▶ **Directions**
Find and copy each line of the records where the string "strokeStyle" shows up.

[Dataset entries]
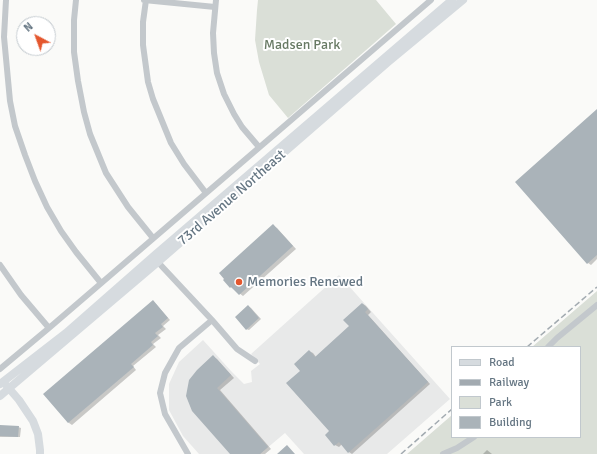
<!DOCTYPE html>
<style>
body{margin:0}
#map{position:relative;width:597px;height:454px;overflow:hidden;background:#fafaf8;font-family:Signika,sans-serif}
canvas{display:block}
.legend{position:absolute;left:451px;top:346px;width:130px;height:92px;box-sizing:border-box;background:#fff;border:1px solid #c1c8cd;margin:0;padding:5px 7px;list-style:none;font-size:12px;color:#657683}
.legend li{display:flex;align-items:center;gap:8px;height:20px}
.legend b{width:20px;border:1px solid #c1c8cd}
.north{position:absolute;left:16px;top:16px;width:40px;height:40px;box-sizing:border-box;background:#fff;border:1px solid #c1c8cd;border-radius:50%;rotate:319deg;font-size:11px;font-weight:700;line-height:16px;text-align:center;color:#657683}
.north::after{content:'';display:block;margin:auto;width:14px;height:18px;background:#e4572e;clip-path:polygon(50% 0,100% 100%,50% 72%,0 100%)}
</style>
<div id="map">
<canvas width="597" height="454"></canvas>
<ul class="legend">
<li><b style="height:5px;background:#d6dbdf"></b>Road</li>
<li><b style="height:5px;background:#a2aab0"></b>Railway</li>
<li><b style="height:11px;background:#dadfd7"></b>Park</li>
<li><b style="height:11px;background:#aab3b9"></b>Building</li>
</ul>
<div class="north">N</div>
</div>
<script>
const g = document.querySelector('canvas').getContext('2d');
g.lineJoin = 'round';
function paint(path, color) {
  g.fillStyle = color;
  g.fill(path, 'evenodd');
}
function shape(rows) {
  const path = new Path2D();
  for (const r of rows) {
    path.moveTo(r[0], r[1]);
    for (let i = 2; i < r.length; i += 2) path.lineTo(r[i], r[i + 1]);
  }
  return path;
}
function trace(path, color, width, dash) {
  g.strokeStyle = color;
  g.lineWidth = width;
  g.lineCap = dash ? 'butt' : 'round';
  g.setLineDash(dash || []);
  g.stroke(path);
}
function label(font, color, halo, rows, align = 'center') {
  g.font = font + ' Signika,sans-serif';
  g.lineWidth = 4;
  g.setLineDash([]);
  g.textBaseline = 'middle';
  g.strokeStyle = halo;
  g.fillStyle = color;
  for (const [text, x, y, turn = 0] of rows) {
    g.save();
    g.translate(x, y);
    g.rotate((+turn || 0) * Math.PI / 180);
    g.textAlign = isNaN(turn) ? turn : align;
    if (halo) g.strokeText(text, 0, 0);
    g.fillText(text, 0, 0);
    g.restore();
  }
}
paint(shape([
 [339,275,450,399,387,454,304,454,285,433,260,454,199,454,183,436,169,410,169,384,179,362,203,340,231,371,244,384,252,382,251,371,260,364,251,354]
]), '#e8e9e9');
paint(shape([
 [258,0,376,0,396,24,288,118,269,95,259,62,255,40,257,10],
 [597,291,597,454,407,454,452,415,452,437,580,437,580,347,532,347]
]), '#dadfd7');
paint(shape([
 [597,111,597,259,591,265,588,263],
 [273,226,277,228,296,249,243,296,231,287],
 [153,302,156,304,170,320,163,326,166,329,158,335,161,338,153,344,156,347,133,366,136,370,72,425,69,423,45,394],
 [363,304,366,306,371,312,368,315,430,384,352,454,349,452,342,444,339,447,335,445,331,431,301,371,309,351,313,353,316,357,351,326],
 [248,306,251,308,261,319,249,330,246,329],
 [213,357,217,359,234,378,220,390,271,449,265,454,231,454,198,370],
 [0,426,18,427,21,428,20,437,0,437],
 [487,450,492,454,483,454]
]), '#0003');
paint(shape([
 [597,109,597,255,587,264,515,182],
 [273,224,293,246,239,295,231,287,230,288,223,280,224,279,219,273],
 [153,300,168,318,161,324,163,327,155,333,158,336,151,342,153,345,131,364,134,367,68,423,43,394],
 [362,303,368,309,365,312,428,382,348,453,339,442,334,446,325,435,329,431,286,383,300,371,294,364,309,350,315,357,349,326,343,320],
 [248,305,259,318,246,330,235,317],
 [213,355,231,375,217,388,268,447,260,454,230,454,192,411,186,396,189,380,197,370],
 [0,425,19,426,18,437,0,436],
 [287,445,295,454,277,454]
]), '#aab3b9');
trace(shape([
 [6,0,4,37,10,101,15,126,25,155,35,181,47,207,61,231,76,252,101,283],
 [76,0,74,20,74,52,78,81,84,112,90,134,106,173,128,207,153,238],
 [144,0,215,7],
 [146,0,143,22,143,45,148,82,153,99,171,143,184,164,206,193],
 [216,0,213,33,214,53,217,73,224,94,234,114,242,127,259,147],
 [155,259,212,320,237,349,255,361],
 [0,265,21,295,49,328],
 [548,347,557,338,597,305],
 [0,369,49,328,431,0],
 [188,454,165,414,160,393,165,373,179,348,212,320],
 [443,454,457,448,474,437]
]), '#c3c8cc', 6);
trace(shape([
 [0,384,66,333,156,254,452,0],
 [6,385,19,400,33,421,38,434,40,450,40,454],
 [0,396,158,262,387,63,463,0]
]), '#d6dbdf', 8);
trace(shape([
 [527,347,597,287],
 [401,454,452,409]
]), '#a2aab0', 1.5, [6, 3]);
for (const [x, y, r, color] of [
 [239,282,4,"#e4572e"]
]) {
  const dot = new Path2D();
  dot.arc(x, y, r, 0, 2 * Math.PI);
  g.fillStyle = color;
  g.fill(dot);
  trace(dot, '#fff', 1.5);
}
label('14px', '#687a64', '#fff', [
 ["Madsen Park",302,45]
]);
label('14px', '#657683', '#fff', [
 ["73rd Avenue Northeast",232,198,-41]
]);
label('14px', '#657683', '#fff', [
 ["Memories Renewed",247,282]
], 'left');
</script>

▶ **Solution to this problem**
  g.strokeStyle = color;
  g.strokeStyle = halo;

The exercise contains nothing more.